Kristin: Mm-hmm. Yeah. Yeah. Absolutely. It’s hard though when you’re like, and I was describing this beforehand, where you get invested in the dynamic of what’s happening, and you’re like, oh, but now my feelings are so like triggered. And so now to find the balance of, okay, I gotta separate myself and have a clear boundary here and teach her. Like stepping into that and, and stepping into her scenario. 

Mary: Mm-hmm. Yeah. And parenting, our role as a parent is sometimes not clear to find, or it changes over time with the ages and stages of our children. And with my teenagers specifically, when I take on the perception that like these are people, right? That these are individual humans and that they are not actually something I need to control. They’re not actually, like, their behavior and their choices are not a reflection of me. Then I can love them better and then I can have that boundary around like their choices are their own. Right? And their thoughts are their own, their feelings are their own, and they get to make their own decisions and they get to experience their own life, and they really are their own people. When I think about it that way, I’m actually able to love them better, like I’m able to show up instead of, I don’t know it seems like either when they were younger or maybe different generation, they were kind of like, you have to control these people and make them behave. And then whether or not you do a good job of that is determined by how they come out at the end. And then whatever people they are is a reflection of how good you did. And that’s terrible. Like, that’s a terrible scenario. 

Kristin: Yes. Mm-hmm. 

Mary: Right? Because it sets up the parent to be like, I’m trying to control this person. And I’m highly invested in controlling this person because somehow it’s gonna be a reflection of me. Right? So the power dynamics are all over the place, and they’re not really healthy for either person’s growth when I do it that way. So I just choose to believe my kids are already good people. They’re inherently valuable, they’re already good people, and they get to make their own choices and some of their choices I’m gonna like, and some of their choices I’m not gonna like, and I wanna be a resource to them. I wanna love them, I wanna support them. I wanna be able to just witness them and watch them grow and teach them and coach them as much as they, you know, are needing or willing to receive at that time.

Kristin: Yeah, that’s good. And I’m, I am thankful that my daughter is really open with me about many things. I’m sure there are things that she does not share, which is normal. I love what you’re saying, and I feel like I have that perception. I think for me, where it gets fuzzy is when I hear of a friend or maybe there’s a crush or something and they are being hurtful towards my daughter, it’s really hard for me to separate my emotions of like, well, they’re just being mean, like you know, and like getting fired up about it instead of trying to stay regulated myself and to ask her like, well, what do you think is going on?

Like, that’s gotta hurt. And I’m sorry. And I just feel so helpless in that, in those spaces of watching our kids grow from like my daughter 16, she’s almost gonna leave the house in a couple years. That’s so weird to me. And knowing she’s gotta start to figure this out with her other friends.
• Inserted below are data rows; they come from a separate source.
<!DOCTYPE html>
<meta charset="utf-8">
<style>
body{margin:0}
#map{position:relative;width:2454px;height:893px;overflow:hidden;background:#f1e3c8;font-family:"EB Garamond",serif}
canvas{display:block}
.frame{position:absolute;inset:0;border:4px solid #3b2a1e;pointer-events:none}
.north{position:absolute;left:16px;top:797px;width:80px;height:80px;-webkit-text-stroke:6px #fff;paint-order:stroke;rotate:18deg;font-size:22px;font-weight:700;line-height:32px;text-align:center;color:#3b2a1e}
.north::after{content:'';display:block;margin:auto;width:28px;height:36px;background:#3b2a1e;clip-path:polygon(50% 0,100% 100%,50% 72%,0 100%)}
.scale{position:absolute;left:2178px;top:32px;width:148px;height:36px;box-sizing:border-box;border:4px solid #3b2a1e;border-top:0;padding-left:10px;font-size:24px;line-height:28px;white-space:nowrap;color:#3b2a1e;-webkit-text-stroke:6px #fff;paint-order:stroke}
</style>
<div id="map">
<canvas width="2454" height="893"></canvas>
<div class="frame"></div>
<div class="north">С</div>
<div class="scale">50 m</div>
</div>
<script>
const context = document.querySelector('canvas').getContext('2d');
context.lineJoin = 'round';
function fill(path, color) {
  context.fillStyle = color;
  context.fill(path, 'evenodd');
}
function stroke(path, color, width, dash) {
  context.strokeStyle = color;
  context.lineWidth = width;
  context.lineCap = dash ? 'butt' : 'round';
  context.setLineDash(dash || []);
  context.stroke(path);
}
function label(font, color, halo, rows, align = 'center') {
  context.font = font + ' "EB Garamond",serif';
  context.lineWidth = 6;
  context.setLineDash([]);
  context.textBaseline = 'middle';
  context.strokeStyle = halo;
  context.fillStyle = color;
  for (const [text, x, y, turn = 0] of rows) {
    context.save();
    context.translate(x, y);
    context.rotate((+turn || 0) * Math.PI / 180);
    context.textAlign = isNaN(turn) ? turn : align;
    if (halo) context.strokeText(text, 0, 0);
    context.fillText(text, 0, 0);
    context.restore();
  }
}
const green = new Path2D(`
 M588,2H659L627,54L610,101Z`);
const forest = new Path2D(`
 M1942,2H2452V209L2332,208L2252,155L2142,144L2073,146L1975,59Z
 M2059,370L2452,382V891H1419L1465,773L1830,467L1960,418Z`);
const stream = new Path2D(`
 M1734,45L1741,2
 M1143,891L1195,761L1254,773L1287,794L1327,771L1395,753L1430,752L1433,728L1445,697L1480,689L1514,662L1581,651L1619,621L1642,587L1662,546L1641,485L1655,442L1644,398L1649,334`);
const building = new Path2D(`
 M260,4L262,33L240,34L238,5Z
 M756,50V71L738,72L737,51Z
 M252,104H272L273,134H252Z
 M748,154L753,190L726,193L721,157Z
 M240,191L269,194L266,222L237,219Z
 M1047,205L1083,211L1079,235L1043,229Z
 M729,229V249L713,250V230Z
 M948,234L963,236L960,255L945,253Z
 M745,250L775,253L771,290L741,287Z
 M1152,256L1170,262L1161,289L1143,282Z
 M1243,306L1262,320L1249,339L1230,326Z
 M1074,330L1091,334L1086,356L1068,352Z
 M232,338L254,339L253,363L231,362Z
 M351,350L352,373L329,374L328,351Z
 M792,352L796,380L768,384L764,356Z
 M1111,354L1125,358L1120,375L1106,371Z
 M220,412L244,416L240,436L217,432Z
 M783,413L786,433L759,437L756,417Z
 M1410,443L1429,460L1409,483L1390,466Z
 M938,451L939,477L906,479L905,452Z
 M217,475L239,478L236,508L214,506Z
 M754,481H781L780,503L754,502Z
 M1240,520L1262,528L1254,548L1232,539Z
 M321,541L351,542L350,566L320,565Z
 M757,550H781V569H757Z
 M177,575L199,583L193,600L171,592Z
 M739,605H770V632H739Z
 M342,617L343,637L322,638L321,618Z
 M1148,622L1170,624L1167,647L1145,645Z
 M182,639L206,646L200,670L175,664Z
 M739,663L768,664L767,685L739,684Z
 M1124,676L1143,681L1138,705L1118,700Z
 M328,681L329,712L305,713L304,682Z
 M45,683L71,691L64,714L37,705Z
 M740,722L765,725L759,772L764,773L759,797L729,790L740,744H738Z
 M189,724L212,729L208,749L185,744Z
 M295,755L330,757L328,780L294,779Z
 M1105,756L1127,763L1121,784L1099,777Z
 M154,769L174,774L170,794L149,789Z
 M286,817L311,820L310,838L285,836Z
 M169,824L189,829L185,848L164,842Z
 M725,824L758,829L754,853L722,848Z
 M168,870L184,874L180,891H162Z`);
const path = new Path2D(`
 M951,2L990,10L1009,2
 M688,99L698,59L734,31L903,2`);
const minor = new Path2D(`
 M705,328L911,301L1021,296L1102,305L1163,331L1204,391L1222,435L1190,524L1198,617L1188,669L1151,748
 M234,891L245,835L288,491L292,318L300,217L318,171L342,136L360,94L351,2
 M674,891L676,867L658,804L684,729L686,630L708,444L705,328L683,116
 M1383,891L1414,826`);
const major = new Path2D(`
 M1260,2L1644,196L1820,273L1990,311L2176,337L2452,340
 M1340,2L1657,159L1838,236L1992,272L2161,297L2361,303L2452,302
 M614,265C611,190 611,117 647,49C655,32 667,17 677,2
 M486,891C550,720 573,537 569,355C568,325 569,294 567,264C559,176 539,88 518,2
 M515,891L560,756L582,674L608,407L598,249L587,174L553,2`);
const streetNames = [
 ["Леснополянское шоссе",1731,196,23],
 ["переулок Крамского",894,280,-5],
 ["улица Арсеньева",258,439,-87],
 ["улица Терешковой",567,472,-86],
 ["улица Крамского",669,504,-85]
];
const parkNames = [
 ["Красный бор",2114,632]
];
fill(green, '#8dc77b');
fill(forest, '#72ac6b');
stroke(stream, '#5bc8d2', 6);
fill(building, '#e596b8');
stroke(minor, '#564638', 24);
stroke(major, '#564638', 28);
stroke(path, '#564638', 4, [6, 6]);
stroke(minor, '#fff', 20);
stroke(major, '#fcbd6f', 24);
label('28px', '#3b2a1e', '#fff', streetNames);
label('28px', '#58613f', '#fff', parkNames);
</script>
I love that she comes to me, but it’s also like learning to set her own boundaries of I don’t wanna be treated that way. And so that’s where I’m struggling is the, like, how do I not get dysregulated in moments where it feels very hurtful towards my daughter. 
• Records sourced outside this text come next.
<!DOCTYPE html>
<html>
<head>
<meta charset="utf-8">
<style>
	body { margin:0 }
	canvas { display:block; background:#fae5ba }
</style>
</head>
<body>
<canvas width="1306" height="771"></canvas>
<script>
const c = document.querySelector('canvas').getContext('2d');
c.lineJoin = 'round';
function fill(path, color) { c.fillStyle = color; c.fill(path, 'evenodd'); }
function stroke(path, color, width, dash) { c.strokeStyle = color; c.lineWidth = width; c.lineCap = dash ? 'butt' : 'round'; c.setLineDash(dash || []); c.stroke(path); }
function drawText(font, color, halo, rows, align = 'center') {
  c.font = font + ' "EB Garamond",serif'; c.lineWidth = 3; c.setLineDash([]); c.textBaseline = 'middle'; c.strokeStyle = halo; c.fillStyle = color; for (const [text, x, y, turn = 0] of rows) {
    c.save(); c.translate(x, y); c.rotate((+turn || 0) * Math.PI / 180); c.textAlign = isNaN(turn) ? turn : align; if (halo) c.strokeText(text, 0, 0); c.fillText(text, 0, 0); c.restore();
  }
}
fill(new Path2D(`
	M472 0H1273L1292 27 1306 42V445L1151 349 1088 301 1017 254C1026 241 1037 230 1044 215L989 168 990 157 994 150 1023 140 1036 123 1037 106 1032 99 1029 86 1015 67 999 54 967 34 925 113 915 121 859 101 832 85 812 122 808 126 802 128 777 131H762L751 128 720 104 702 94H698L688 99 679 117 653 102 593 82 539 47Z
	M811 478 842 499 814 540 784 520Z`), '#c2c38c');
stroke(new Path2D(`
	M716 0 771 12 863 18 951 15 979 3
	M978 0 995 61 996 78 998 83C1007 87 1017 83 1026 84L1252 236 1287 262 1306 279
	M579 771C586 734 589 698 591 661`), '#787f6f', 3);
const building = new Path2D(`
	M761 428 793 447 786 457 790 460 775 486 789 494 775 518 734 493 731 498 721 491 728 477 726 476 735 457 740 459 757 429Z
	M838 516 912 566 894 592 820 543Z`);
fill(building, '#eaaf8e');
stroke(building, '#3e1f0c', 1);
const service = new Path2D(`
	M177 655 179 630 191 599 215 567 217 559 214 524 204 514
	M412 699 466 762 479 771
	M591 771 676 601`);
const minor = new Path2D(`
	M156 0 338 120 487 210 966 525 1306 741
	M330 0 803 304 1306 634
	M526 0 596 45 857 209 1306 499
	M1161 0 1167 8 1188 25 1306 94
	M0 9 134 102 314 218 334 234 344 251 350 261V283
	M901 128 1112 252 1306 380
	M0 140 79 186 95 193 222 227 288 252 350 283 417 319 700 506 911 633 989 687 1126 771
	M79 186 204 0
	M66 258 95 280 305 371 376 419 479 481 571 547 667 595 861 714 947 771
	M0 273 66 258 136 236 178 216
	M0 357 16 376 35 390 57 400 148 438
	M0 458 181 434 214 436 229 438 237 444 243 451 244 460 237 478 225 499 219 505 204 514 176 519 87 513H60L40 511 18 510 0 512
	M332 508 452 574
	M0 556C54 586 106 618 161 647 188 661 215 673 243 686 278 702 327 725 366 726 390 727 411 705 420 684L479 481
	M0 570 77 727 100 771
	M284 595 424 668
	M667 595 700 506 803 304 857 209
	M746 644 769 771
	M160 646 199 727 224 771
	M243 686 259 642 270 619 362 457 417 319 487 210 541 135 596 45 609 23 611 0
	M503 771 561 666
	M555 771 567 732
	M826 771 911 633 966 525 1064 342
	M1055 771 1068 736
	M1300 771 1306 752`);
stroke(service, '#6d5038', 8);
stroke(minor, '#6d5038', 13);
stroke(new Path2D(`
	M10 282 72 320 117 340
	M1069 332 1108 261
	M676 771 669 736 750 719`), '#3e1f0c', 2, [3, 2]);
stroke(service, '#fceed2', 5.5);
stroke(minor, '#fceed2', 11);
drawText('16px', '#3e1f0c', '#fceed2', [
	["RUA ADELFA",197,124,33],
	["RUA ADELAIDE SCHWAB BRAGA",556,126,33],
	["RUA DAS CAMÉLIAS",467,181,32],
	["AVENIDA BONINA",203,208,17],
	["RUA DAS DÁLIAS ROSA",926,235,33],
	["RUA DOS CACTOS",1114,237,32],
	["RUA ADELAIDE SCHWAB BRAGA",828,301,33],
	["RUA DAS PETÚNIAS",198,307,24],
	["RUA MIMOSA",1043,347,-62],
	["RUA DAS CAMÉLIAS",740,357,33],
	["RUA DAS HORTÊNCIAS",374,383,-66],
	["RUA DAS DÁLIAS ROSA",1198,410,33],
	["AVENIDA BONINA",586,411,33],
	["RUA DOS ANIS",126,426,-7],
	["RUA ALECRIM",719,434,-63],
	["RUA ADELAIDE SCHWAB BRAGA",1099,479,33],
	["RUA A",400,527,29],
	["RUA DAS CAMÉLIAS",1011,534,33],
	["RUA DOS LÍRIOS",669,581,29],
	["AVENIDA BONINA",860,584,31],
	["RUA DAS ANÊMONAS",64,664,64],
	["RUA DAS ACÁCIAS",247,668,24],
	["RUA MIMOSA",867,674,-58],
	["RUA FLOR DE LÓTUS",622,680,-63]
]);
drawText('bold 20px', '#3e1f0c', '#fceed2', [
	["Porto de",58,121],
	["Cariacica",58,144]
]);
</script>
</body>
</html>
Mary: Yes. And that’s something that I think all parents struggle with, right? I mean, it’s why we see, you know, parents on the sidelines of the sports game attacking the refs, right? I mean, it’s why we see parents like causing scenes at schools with teachers that they think are mistreating their kids. It’s why we, you know, I think for all of us parents, it’s really difficult for us to see our children experiencing mistreatment or even negative emotion at all, right? We wanna kind of protect our children from feeling sad or angry or disappointed, or like, I remember when I was expecting my first child and thinking before I even had him thinking, someday there will be someone who doesn’t wanna play with him on the playground and how much that would hurt my heart. You know, and the reality is, is that happens to every kid. Right? Every child has an experience at some point in their life when someone doesn’t wanna play with them on the playground. Figuratively, right? 

Kristin: Mm-hmm. Yes. Uhhuh. 

Mary: And I remember when he had his first girlfriend and thinking like, oh man, like the chances of this lasting long term are pretty slim to none. And he is like, heart in it now. Like this is gonna be his first like romantic heartbreak and just knowing like how helpless that feels. Right? That kind of, oh, like this person that I love so much and that I’m committed to and that I’ve invested in is going to experience some negative emotion. And I think that it comes down to again, seeing them as humans instead of seeing them as an extension of us. Because every human being is going to experience some mistreatment in their life. It’s actually a really good skill for them to learn. Like how to negotiate that, how to speak up for themselves, how to decide what they’re willing to participate in and what they’re not willing to participate in.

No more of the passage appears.